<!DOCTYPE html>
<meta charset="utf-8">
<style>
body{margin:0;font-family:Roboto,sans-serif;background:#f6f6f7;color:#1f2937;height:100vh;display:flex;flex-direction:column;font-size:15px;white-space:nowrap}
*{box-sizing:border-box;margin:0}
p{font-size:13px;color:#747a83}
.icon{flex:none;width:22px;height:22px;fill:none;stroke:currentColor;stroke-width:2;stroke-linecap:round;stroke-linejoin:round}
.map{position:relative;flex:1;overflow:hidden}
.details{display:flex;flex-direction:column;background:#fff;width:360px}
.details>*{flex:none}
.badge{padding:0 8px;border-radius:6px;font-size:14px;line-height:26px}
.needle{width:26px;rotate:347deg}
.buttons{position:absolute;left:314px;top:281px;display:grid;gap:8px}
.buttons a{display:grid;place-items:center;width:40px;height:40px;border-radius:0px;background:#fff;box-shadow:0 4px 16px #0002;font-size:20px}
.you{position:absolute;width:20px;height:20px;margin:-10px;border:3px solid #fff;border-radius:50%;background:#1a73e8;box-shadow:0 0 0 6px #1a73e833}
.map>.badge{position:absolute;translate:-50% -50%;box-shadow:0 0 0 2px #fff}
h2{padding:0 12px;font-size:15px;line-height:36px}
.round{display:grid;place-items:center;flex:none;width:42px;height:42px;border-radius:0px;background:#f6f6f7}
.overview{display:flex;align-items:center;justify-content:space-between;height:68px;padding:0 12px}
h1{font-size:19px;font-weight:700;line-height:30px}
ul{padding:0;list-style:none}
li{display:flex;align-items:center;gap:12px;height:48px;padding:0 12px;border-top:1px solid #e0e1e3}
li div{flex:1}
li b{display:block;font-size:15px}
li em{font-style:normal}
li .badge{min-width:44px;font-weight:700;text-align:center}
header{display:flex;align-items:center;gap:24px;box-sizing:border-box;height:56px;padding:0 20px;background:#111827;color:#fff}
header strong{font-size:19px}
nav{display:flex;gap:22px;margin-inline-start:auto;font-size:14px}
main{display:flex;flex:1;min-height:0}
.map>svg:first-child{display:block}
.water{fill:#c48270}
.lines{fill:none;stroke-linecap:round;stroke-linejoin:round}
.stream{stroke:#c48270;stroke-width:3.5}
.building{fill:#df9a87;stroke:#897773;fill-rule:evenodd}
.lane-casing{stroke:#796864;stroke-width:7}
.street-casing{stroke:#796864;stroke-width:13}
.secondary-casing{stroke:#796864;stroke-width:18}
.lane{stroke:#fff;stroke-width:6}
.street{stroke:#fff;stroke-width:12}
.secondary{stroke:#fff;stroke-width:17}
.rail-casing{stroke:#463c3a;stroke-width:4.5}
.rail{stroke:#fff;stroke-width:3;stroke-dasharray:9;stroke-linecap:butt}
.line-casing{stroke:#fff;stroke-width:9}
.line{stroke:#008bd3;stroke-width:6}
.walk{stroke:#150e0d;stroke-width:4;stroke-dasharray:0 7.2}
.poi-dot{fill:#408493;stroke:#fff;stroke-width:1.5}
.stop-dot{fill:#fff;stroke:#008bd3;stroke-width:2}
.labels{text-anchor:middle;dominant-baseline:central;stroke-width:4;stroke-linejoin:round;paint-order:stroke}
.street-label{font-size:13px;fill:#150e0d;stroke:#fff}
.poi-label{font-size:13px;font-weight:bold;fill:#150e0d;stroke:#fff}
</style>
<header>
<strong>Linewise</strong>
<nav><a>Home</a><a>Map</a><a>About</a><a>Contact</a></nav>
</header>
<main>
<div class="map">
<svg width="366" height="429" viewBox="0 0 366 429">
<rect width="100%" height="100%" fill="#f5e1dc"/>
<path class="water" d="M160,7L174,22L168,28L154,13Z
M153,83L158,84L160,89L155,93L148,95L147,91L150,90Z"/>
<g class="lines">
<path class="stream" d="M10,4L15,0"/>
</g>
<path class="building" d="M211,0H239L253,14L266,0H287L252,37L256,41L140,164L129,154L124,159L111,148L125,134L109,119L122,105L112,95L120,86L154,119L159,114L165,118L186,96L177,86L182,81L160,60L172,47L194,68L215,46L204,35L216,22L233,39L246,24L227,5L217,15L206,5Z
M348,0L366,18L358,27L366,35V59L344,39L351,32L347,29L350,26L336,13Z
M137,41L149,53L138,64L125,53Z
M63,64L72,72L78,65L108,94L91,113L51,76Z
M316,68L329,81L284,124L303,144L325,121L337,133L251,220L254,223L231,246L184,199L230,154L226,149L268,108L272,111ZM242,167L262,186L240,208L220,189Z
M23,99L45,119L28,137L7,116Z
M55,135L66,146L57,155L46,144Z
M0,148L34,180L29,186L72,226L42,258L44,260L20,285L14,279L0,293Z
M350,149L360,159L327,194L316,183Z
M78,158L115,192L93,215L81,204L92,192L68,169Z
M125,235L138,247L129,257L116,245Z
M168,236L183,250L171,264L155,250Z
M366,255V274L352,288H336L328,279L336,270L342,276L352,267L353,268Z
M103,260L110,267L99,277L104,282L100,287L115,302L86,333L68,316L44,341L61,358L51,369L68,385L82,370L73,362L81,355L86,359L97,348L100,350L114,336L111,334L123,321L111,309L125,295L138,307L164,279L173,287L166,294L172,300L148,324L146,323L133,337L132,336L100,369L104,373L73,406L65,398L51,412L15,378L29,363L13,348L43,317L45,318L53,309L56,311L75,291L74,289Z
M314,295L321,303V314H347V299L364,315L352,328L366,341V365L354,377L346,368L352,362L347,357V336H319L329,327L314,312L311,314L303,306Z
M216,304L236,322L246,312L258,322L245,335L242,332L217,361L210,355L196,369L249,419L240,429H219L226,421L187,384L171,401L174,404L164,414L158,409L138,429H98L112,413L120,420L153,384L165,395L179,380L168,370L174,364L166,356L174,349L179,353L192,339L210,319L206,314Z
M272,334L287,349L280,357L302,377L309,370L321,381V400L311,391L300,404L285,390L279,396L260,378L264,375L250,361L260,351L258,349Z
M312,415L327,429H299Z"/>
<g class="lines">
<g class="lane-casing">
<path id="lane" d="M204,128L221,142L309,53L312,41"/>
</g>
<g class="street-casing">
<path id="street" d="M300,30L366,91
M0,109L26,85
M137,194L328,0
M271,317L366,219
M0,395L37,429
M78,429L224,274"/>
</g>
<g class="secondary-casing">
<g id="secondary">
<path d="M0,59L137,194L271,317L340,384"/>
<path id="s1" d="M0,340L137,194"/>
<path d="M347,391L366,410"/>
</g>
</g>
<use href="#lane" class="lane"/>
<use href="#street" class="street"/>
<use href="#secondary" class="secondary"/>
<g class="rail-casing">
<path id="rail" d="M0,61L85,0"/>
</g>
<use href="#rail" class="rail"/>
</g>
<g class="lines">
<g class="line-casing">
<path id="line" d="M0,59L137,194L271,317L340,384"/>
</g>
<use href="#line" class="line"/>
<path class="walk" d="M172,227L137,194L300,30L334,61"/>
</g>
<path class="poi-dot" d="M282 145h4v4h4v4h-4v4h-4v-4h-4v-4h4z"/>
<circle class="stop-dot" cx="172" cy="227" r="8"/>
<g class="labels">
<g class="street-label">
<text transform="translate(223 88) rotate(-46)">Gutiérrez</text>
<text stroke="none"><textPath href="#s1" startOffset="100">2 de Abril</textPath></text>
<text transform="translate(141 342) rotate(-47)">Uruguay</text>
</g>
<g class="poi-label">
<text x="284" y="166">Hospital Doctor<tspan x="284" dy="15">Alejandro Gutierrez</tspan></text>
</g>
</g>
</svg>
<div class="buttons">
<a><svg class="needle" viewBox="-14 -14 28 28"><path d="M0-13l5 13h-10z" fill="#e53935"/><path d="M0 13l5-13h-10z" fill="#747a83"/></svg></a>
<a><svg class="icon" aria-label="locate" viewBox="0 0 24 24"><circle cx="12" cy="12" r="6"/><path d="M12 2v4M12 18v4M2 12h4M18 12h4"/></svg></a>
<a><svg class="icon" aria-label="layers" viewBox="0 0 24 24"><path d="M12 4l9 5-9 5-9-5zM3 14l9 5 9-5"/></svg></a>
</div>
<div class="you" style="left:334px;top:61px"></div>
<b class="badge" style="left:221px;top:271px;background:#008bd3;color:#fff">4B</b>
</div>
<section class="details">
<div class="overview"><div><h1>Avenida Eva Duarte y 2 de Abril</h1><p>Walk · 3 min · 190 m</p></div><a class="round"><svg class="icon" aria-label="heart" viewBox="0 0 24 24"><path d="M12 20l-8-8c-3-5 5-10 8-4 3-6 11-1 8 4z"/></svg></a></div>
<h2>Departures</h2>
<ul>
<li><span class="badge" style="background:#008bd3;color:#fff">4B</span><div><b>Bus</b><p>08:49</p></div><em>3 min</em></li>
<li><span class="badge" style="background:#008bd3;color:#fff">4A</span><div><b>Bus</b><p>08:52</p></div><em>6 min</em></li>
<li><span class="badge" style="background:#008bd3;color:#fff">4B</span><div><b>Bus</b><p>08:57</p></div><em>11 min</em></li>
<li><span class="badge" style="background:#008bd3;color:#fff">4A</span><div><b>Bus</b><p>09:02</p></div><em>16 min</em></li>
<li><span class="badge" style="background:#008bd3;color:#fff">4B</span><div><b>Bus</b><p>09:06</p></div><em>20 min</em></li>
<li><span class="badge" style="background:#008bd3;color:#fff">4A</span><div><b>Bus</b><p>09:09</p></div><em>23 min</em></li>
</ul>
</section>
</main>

========

WHAT NEEDS TO BE DONE
Scan the material above for lines holding the string "buttons" and copy those lines.

EXERCISE OUTPUT
.buttons{position:absolute;left:314px;top:281px;display:grid;gap:8px}
.buttons a{display:grid;place-items:center;width:40px;height:40px;border-radius:0px;background:#fff;box-shadow:0 4px 16px #0002;font-size:20px}
<div class="buttons">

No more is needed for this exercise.